Understanding and Controlling Memory Usage in Numpy

Understanding and Controlling Memory Usage in Numpy

Author
Dr. Nicholas Del Grosso

from functools import partial

from memory_profiler import memory_usage
import matplotlib.pyplot as plt
import numpy as np
import pandas as pd
import numexpr as ne

Understanding and Controlling Memory Usage in Numpy

In experimental neuroscience, we often work with large datasets: voltage traces, calcium imaging stacks, spike rasters, behavioral tracking coordinates, or multi-subject recordings collected over long sessions. It is easy for our analyses to become slow or crash—not because our algorithms are wrong, but because we underestimate memory usage.

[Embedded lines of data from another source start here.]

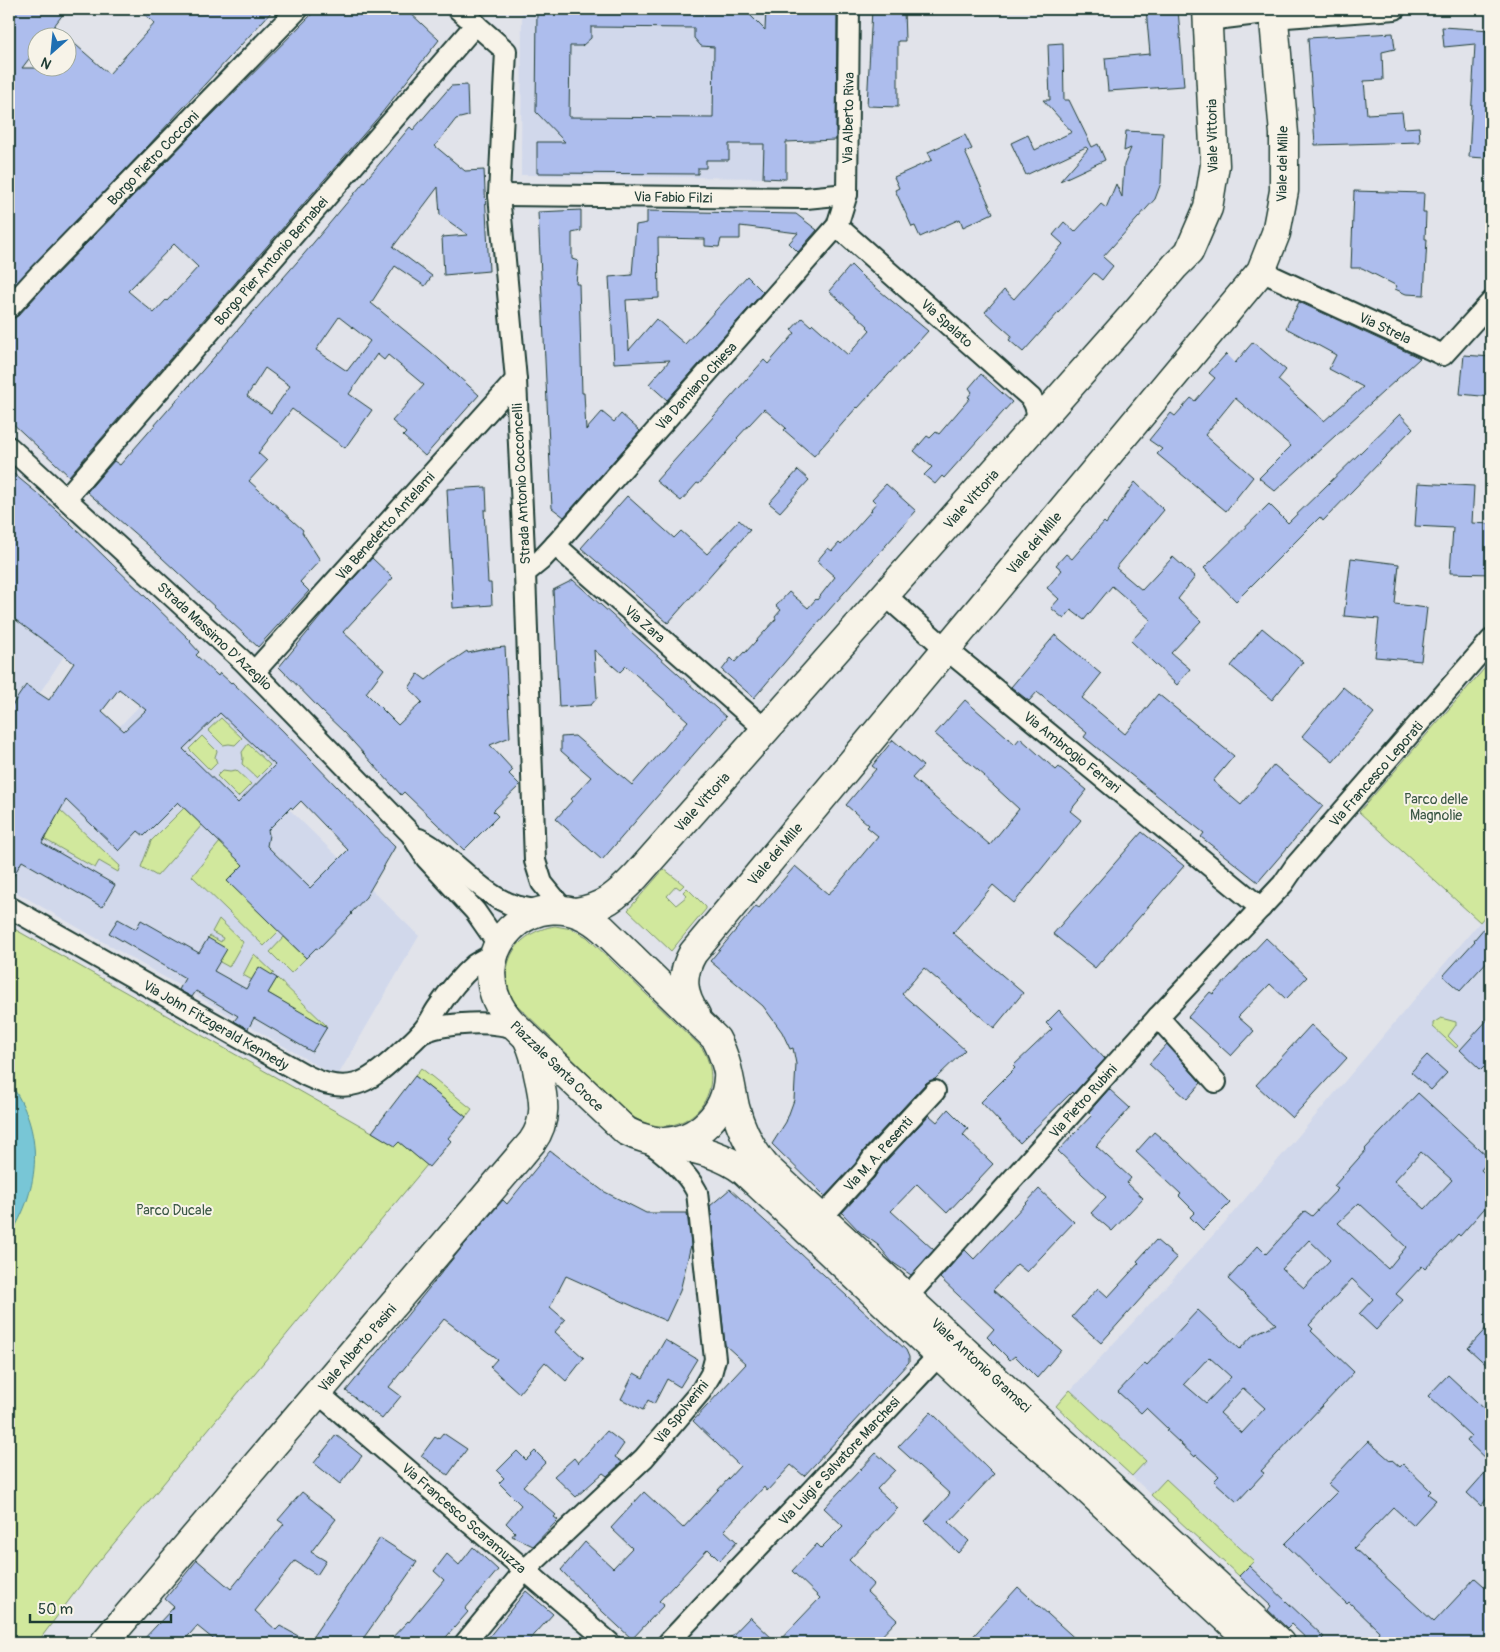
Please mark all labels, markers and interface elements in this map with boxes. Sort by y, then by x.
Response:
north arrow [28,28,78,78]
text: N [38,53,54,73]
street label: Via Alberto Riva [839,72,858,164]
street label: Viale Vittoria [1203,99,1222,173]
street label: Borgo Pietro Cocconi [104,107,203,209]
street label: Viale dei Mille [1273,126,1292,202]
street label: Via Fabio Filzi [634,188,713,207]
street label: Borgo Pier Antonio Bernabei [211,193,332,329]
street label: Via Spalato [917,296,977,352]
street label: Via Strela [1356,309,1414,348]
street label: Via Damiano Chiesa [652,339,740,434]
street label: Strada Antonio Cocconcelli [509,402,534,565]
street label: Viale Vittoria [940,466,1003,533]
street label: Via Benedetto Antelami [332,468,439,584]
street label: Viale dei Mille [1003,509,1065,578]
street label: Strada Massimo D'Azeglio [154,579,276,694]
street label: Via Zara [621,602,668,647]
street label: Via Ambrogio Ferrari [1020,708,1124,797]
street label: Via Francesco Leporati [1326,718,1427,830]
street label: Viale Vittoria [671,769,734,836]
park label: Parco delle Magnolie [1404,791,1468,824]
street label: Viale dei Mille [744,820,806,889]
street label: Via John Fitzgerald Kennedy [140,977,292,1074]
street label: Piazzale Santa Croce [506,1017,607,1115]
street label: Via Pietro Rubini [1046,1061,1121,1142]
street label: Via M. A. Pesenti [840,1113,917,1195]
park label: Parco Ducale [136,1202,212,1219]
street label: Viale Alberto Pasini [315,1301,400,1396]
street label: Viale Antonio Gramsci [927,1315,1035,1416]
street label: Via Spolverini [651,1377,713,1448]
street label: Via Luigi e Salvatore Marchesi [775,1393,904,1529]
street label: Via Francesco Scaramuzza [398,1460,530,1577]
scale bar [30,1592,171,1624]
text: 50 m [38,1600,73,1619]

In this session, we explore how Numpy uses memory. We calculate how much space our data really takes, examine how arrays are created, and investigate when memory is copied, reused, or temporarily expanded. Our goal is practical: we want to design analysis pipelines that are robust, scalable, and predictable when data becomes large, answering questions like:

  1. How large are our arrays, really?
  2. How does Numpy allocate memory when creating arrays?
  3. When do operations create views, and when do they create copies?
  4. How can we reduce peak memory usage in real pipelines?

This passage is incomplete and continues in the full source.